Dataset content section start

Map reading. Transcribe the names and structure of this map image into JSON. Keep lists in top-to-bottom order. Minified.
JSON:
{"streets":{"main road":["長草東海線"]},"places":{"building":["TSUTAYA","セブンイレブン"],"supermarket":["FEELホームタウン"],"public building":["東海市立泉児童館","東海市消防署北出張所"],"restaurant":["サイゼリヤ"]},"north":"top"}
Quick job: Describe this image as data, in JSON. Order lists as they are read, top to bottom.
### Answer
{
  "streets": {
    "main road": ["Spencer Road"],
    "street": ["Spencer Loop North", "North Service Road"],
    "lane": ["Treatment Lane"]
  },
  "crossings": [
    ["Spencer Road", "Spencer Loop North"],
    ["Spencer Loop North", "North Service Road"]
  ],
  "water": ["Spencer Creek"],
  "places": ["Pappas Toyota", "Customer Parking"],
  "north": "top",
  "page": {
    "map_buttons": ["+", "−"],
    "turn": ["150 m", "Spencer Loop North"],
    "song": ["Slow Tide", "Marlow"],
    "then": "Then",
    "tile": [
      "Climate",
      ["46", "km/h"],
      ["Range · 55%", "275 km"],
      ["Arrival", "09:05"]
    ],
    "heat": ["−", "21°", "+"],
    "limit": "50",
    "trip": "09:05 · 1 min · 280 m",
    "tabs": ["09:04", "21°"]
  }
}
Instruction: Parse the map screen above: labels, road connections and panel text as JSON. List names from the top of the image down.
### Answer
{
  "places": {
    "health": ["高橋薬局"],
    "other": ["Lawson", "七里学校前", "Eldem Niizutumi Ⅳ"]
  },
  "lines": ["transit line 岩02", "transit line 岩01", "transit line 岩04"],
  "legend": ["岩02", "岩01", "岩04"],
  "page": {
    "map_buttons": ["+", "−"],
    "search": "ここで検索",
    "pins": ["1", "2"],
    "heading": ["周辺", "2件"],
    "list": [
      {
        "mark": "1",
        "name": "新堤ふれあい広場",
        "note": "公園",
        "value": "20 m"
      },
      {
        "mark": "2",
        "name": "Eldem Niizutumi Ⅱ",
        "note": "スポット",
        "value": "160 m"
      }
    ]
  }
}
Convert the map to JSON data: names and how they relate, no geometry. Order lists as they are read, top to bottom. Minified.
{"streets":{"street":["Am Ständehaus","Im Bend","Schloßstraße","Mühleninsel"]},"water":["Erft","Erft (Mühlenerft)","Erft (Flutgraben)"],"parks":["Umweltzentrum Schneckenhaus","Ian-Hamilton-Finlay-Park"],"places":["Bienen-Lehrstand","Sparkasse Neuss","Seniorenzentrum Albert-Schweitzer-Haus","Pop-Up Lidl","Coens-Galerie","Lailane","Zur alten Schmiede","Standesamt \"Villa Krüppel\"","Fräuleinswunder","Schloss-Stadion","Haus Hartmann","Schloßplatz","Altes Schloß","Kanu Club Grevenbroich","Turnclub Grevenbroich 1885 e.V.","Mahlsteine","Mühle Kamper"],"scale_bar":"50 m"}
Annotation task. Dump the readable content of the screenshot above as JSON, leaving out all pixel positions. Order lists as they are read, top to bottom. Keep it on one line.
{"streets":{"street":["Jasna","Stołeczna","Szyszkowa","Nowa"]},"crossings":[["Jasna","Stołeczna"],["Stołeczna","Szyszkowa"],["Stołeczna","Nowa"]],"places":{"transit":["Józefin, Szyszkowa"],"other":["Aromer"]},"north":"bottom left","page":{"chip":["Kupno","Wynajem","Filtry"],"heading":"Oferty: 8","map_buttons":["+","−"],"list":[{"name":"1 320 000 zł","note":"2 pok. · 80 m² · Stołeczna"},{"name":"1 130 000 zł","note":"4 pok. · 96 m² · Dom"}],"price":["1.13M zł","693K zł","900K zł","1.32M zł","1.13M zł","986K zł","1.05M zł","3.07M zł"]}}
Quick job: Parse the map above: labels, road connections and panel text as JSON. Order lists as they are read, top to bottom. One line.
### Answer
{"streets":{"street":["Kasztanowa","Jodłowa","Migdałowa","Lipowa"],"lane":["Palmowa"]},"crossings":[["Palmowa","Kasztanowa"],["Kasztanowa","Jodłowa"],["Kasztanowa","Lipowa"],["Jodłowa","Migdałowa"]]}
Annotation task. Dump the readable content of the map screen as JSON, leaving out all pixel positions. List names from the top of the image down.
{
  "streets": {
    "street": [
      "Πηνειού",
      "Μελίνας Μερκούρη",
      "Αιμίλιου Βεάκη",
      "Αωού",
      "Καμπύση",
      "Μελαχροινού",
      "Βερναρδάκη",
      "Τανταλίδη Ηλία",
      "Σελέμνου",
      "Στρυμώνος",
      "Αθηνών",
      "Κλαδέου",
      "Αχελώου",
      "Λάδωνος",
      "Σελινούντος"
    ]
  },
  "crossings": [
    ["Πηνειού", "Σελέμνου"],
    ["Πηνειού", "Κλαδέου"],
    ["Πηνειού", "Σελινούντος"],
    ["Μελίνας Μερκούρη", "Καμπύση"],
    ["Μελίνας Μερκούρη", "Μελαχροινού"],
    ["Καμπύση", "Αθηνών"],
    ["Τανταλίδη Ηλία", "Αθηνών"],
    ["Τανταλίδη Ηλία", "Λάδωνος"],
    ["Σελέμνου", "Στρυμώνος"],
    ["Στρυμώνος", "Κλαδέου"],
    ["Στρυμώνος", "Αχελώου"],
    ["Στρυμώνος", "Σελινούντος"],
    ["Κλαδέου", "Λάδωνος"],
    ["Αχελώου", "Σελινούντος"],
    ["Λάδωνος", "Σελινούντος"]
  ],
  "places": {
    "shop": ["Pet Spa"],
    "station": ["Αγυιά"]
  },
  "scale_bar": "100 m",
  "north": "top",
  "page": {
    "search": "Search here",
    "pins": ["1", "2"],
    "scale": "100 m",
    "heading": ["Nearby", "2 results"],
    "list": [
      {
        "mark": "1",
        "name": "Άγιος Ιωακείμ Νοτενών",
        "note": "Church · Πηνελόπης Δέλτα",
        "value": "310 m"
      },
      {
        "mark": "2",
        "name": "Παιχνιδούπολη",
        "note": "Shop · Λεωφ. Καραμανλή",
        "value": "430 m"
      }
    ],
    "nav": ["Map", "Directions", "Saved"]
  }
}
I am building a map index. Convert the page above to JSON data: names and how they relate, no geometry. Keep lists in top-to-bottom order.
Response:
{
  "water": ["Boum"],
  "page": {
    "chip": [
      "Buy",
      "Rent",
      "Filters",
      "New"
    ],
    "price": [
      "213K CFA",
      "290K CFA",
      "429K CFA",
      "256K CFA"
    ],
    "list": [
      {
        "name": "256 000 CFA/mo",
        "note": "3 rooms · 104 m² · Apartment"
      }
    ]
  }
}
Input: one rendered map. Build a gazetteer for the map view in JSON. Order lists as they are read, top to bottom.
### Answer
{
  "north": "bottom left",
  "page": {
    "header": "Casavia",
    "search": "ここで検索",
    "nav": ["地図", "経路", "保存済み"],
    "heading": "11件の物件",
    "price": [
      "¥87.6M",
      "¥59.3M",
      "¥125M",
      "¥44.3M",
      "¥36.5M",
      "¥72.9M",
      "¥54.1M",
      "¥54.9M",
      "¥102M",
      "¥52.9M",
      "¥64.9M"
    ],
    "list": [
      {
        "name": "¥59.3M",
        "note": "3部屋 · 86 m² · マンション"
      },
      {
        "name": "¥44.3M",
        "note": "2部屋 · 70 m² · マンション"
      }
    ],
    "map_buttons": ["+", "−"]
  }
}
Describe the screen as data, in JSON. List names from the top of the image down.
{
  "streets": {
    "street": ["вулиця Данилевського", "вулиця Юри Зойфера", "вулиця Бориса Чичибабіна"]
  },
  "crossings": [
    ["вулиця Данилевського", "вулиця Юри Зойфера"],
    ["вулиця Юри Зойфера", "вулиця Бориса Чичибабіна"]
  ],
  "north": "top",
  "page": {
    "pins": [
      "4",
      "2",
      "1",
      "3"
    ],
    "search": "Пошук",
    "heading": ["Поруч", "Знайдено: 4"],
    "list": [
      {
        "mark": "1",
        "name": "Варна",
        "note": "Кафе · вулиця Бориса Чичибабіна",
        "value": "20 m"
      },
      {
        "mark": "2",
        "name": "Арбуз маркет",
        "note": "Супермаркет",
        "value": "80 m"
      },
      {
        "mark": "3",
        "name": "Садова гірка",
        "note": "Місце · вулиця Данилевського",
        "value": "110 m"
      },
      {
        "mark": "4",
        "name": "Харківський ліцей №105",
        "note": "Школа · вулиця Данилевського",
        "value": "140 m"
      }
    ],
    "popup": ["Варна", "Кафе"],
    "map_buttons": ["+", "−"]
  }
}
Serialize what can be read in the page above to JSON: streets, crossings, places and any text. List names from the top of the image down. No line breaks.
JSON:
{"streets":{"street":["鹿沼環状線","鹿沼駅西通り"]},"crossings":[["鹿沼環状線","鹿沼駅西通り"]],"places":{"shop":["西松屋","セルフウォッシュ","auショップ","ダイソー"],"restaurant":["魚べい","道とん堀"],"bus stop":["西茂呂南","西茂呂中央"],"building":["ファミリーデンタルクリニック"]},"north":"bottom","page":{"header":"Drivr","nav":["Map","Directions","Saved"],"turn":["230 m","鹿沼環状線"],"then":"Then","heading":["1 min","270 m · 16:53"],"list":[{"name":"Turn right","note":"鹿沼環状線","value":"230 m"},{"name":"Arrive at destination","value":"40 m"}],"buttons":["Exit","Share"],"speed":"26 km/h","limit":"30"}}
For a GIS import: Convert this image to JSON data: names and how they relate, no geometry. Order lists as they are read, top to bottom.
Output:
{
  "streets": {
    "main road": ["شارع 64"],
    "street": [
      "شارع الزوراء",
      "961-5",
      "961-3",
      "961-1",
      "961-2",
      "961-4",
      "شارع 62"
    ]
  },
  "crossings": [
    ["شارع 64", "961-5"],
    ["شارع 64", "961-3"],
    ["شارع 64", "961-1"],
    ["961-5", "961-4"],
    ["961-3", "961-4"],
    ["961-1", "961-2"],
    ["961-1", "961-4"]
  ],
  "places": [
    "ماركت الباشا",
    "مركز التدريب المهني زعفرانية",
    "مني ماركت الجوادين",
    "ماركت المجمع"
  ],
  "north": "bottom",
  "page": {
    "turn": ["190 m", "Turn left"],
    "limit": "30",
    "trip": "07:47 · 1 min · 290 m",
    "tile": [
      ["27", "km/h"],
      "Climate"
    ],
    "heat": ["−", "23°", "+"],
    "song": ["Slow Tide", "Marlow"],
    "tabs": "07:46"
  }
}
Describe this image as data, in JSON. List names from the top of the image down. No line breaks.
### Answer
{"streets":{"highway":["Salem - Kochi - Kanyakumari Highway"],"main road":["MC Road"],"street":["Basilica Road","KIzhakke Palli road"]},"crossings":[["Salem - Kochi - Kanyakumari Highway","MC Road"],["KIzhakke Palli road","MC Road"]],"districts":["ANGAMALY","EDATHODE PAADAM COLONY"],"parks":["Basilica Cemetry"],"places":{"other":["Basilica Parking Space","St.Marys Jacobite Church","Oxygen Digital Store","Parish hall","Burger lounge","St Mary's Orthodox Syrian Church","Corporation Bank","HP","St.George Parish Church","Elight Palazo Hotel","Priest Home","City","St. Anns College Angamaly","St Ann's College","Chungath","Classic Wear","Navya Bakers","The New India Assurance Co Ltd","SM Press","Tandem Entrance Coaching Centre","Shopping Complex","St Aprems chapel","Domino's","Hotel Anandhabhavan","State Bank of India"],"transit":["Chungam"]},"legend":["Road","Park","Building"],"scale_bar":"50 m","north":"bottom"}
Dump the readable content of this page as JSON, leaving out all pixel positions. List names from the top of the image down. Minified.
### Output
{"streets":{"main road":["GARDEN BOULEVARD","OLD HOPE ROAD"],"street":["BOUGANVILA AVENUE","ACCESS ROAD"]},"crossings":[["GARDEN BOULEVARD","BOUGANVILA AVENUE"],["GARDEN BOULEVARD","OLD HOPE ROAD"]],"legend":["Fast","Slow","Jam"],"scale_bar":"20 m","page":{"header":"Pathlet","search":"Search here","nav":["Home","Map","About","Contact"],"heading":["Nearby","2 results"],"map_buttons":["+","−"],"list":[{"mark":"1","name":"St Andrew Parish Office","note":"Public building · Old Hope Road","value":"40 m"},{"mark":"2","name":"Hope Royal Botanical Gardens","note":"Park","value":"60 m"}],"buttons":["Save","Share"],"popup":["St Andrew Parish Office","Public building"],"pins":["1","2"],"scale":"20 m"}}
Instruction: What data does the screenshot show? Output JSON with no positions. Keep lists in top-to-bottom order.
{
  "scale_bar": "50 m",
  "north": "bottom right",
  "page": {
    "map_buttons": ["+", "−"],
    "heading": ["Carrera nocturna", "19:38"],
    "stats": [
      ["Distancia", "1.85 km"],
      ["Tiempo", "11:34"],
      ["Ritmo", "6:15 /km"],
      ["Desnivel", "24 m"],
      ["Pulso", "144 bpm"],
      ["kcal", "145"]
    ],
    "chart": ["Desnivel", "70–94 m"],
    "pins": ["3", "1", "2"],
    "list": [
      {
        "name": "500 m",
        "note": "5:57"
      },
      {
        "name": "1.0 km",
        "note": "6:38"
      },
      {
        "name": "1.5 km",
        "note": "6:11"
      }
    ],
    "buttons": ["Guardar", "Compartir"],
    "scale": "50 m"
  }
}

Dataset content section end

● **Task instructions**:
Only the lines above starting at the line that holds "I am building" and ending at the line that holds "Input: one rendered" are to be repeated, exactly and in full.

● **Response area**:
I am building a map index. Convert the page above to JSON data: names and how they relate, no geometry. Keep lists in top-to-bottom order.
Response:
{
  "water": ["Boum"],
  "page": {
    "chip": [
      "Buy",
      "Rent",
      "Filters",
      "New"
    ],
    "price": [
      "213K CFA",
      "290K CFA",
      "429K CFA",
      "256K CFA"
    ],
    "list": [
      {
        "name": "256 000 CFA/mo",
        "note": "3 rooms · 104 m² · Apartment"
      }
    ]
  }
}
Input: one rendered map. Build a gazetteer for the map view in JSON. Order lists as they are read, top to bottom.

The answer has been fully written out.